## Directions for this task
The entries that follow should be reproduced exactly, with no images carried over.

Material supplied Block Start

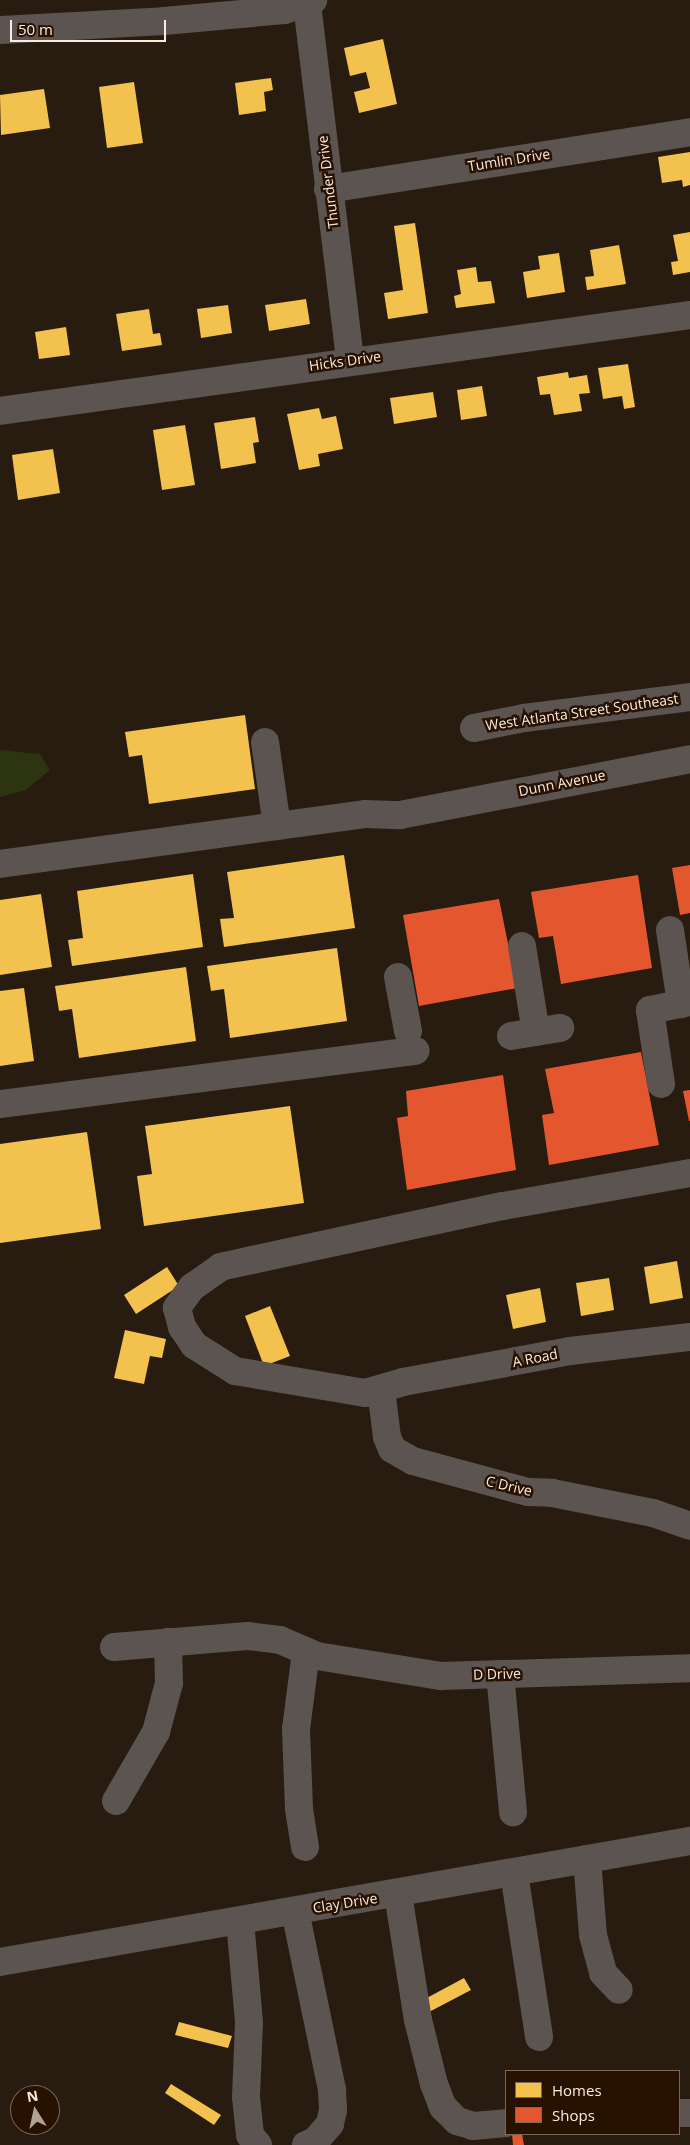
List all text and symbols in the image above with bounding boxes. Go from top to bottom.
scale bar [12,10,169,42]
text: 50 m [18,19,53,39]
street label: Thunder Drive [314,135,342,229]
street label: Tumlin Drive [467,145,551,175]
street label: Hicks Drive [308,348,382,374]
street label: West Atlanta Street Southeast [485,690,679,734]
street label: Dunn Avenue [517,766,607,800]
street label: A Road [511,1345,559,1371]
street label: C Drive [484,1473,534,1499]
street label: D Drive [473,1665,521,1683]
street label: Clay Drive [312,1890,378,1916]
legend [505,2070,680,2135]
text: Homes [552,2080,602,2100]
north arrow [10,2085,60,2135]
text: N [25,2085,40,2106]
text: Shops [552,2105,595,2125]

Material supplied Block End

## Response area
List all text and symbols in the image above with bounding boxes. Go from top to bottom.
scale bar [12,10,169,42]
text: 50 m [18,19,53,39]
street label: Thunder Drive [314,135,342,229]
street label: Tumlin Drive [467,145,551,175]
street label: Hicks Drive [308,348,382,374]
street label: West Atlanta Street Southeast [485,690,679,734]
street label: Dunn Avenue [517,766,607,800]
street label: A Road [511,1345,559,1371]
street label: C Drive [484,1473,534,1499]
street label: D Drive [473,1665,521,1683]
street label: Clay Drive [312,1890,378,1916]
legend [505,2070,680,2135]
text: Homes [552,2080,602,2100]
north arrow [10,2085,60,2135]
text: N [25,2085,40,2106]
text: Shops [552,2105,595,2125]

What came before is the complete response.